Il est des troupiers, en effet, qui tiennent à leur chevelure, cet ornement naturel de l’homme. Le militaire galant aimerait assez à porter les cheveux longs, peut-être pour qu’une main amie pût en lutiner les boucles; mais le règlement est impitoyable.

«—Du moment ousque les cheveux ils sont saisissables avec la main, dit le brigadier, c’est qu’ils ont itérativement besoin d’être coupés.»

Il n’est sorte de moyen employé par le troupier coquet pour conserver ses cheveux; il les mouille chaque jour ou les colle le long des tempes à force de cosmétique, puis il les relève sous son képi avec un soin extrême.

Peines perdues! les officiers sont au fait de ces ficelles, ils relèvent le képi, ébouriffent les cheveux, et alors le délinquant et le barbier responsable sont à peu près certains de deux ou même de quatre jours de consigne.

Les vieux renards, les finauds, ne s’arrêtent pas à ces moyens vulgaires; ils feignent des maux d’yeux ou d’oreilles et obtiennent du chirurgien-major l’autorisation de porter les cheveux longs.

Les jours de grande revue sont pour le barbier des jours terribles. En moins de deux heures, il doit tomber cent cinquante ou deux cents barbes, sans compter les coupes de cheveux.

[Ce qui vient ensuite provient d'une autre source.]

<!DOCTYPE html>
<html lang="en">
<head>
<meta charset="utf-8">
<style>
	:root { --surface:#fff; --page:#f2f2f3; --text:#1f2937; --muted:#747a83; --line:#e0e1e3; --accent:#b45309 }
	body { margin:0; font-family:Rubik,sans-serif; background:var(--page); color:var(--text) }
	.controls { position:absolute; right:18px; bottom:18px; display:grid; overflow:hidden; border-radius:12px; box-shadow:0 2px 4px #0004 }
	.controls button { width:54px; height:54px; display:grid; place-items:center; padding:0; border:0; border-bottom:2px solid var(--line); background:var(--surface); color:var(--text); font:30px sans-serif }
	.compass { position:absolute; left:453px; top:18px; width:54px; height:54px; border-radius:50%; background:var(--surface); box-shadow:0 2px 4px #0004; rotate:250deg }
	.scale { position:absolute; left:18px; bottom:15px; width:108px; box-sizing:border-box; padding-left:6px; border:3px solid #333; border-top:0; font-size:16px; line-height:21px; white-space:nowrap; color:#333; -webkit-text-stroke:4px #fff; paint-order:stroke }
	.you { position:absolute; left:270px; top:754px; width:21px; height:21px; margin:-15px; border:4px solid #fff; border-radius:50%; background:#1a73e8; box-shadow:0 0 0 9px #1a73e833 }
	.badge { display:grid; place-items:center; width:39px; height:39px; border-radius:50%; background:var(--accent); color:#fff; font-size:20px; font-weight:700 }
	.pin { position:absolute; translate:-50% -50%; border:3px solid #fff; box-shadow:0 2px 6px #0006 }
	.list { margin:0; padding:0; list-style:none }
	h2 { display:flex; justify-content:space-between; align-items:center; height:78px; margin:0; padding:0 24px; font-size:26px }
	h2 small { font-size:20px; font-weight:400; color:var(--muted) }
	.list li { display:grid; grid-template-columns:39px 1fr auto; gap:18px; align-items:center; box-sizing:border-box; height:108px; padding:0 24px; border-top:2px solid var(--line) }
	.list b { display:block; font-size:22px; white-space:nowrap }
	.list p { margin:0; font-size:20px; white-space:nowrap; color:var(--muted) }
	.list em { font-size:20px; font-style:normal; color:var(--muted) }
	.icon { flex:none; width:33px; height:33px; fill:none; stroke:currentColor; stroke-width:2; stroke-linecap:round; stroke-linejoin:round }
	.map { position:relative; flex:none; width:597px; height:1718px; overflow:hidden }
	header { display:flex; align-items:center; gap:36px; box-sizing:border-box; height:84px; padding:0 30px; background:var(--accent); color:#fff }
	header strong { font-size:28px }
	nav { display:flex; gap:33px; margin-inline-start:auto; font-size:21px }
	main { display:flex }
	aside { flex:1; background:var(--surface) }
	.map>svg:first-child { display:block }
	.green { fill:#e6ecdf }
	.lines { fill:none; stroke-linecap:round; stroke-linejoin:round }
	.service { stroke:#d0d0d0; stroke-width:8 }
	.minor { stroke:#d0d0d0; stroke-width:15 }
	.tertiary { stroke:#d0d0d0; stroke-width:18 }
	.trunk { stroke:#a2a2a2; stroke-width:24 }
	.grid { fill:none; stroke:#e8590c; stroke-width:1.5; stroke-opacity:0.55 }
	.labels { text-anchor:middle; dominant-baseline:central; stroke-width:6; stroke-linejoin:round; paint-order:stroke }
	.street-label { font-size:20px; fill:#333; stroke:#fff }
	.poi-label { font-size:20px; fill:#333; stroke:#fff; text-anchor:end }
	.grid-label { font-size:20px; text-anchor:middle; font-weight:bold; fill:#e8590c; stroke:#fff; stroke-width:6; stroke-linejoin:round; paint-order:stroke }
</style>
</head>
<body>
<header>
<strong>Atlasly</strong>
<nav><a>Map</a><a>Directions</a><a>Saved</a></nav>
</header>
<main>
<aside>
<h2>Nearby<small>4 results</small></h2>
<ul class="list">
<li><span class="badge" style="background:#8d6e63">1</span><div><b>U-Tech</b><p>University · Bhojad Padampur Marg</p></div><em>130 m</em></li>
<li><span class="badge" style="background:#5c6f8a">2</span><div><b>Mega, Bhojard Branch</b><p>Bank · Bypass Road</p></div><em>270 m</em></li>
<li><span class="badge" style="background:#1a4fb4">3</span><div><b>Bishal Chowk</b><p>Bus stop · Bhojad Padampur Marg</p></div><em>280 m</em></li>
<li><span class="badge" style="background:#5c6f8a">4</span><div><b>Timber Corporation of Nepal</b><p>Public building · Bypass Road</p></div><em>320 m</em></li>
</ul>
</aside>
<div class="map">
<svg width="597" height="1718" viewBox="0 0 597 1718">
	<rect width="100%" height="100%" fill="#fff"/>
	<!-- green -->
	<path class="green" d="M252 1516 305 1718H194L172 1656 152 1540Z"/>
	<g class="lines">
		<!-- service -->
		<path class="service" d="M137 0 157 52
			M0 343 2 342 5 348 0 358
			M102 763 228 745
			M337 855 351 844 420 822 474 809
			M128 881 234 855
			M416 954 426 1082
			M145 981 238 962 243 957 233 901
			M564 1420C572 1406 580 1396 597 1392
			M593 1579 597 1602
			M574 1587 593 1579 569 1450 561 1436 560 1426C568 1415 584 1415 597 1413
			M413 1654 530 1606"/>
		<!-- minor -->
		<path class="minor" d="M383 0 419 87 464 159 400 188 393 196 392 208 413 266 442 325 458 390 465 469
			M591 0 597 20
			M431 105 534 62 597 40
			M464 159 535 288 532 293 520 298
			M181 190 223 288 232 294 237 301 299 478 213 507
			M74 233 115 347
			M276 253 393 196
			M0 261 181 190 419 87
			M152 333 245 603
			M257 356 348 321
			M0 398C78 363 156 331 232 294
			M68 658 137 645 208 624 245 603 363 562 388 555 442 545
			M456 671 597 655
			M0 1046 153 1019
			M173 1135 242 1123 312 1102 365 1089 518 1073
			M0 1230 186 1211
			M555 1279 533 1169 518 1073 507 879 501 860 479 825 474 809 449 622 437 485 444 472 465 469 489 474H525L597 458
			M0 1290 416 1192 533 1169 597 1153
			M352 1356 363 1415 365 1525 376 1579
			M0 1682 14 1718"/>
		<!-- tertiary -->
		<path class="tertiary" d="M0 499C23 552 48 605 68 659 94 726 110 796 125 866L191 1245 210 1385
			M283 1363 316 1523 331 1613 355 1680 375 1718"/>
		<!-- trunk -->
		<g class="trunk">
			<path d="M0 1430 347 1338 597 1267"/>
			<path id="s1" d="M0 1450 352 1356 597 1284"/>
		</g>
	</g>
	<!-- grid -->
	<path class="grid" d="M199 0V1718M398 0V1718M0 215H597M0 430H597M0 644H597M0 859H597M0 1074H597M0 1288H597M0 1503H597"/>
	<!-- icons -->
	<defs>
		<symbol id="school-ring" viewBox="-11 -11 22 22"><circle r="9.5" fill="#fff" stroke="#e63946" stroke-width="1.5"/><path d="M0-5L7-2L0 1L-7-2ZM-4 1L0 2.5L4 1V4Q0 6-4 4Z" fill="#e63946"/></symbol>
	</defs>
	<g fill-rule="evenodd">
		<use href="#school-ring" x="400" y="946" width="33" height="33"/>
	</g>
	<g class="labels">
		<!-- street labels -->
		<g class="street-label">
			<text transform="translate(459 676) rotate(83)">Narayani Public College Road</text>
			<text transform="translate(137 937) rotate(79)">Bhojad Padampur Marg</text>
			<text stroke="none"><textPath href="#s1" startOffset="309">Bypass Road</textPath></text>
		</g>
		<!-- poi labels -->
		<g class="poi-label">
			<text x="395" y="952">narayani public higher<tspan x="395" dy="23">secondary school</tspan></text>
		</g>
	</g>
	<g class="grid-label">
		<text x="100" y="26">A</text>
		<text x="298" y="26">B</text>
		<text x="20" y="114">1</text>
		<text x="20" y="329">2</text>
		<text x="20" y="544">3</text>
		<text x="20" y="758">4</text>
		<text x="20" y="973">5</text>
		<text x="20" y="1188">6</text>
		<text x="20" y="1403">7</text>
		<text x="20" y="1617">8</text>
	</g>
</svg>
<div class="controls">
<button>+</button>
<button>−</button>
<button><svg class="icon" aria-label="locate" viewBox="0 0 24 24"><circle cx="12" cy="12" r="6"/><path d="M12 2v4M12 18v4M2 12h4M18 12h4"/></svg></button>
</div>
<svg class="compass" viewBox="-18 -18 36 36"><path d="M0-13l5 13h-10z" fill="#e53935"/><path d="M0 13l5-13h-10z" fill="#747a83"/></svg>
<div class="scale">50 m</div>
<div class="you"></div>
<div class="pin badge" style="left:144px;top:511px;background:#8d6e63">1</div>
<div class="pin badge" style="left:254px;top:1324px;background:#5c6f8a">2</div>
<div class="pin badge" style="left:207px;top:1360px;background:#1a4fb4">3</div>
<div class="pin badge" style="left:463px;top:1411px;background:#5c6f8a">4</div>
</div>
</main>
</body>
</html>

C’est alors qu’il faut le voir, les manches retroussées jusqu’au coude, armé de son terrible rasoir, qu’il n’a même pas le temps d’affiler; les soldats, il faudrait dire les patients, se savonnent eux-mêmes d’avance, et les uns après les autres viennent prendre place sur le banc du supplice. En un tour de main la chose est faite, les barbes les plus dures ne résistent pas, les poils qui ne veulent pas se laisser couper sont arrachés; la joue saigne bien un peu, mais c’est la moindre des choses: qu’est-ce qu’une écorchure, d’ailleurs, pour le soldat français? Le barbier est, au reste, un homme consciencieux, et s’il lui arrive parfois de couper une oreille, il a grand soin d’en rendre le morceau au légitime propriétaire.

Les troupiers redoutent le rasoir, mais ils se moquent volontiers du barbier; ils l’appellent le boucher ou l’écorcheur, tout bas, car s’il les entendait, il tient la vengeance entre ses mains.

Dans tous les régiments qui ont fait campagne en Afrique, le barbier a pour plat à barbe une carapace de tortue.

Il court dans l’armée une foule de légendes dont les barbiers sont les héros; c’est d’abord l’histoire du barbier Plumepate, qui appartenait à un régiment de cavalerie.

Ce barbier, fort habile d’ailleurs, avait un caractère des plus vindicatifs. Puni un jour très-sévèrement par son capitaine, il jura de se venger, et annonça tout haut qu’il tuerait celui qui l’avait puni.

Les menaces du barbier arrivèrent aux oreilles du capitaine: il demanda aussitôt Plumepate.

—Tu as juré, lui dit-il, que tu me tuerais: c’est de la forfanterie de ta part, tu n’oserais jamais; tiens, je vais te faire la partie belle, prépare tes instruments, et rase-moi.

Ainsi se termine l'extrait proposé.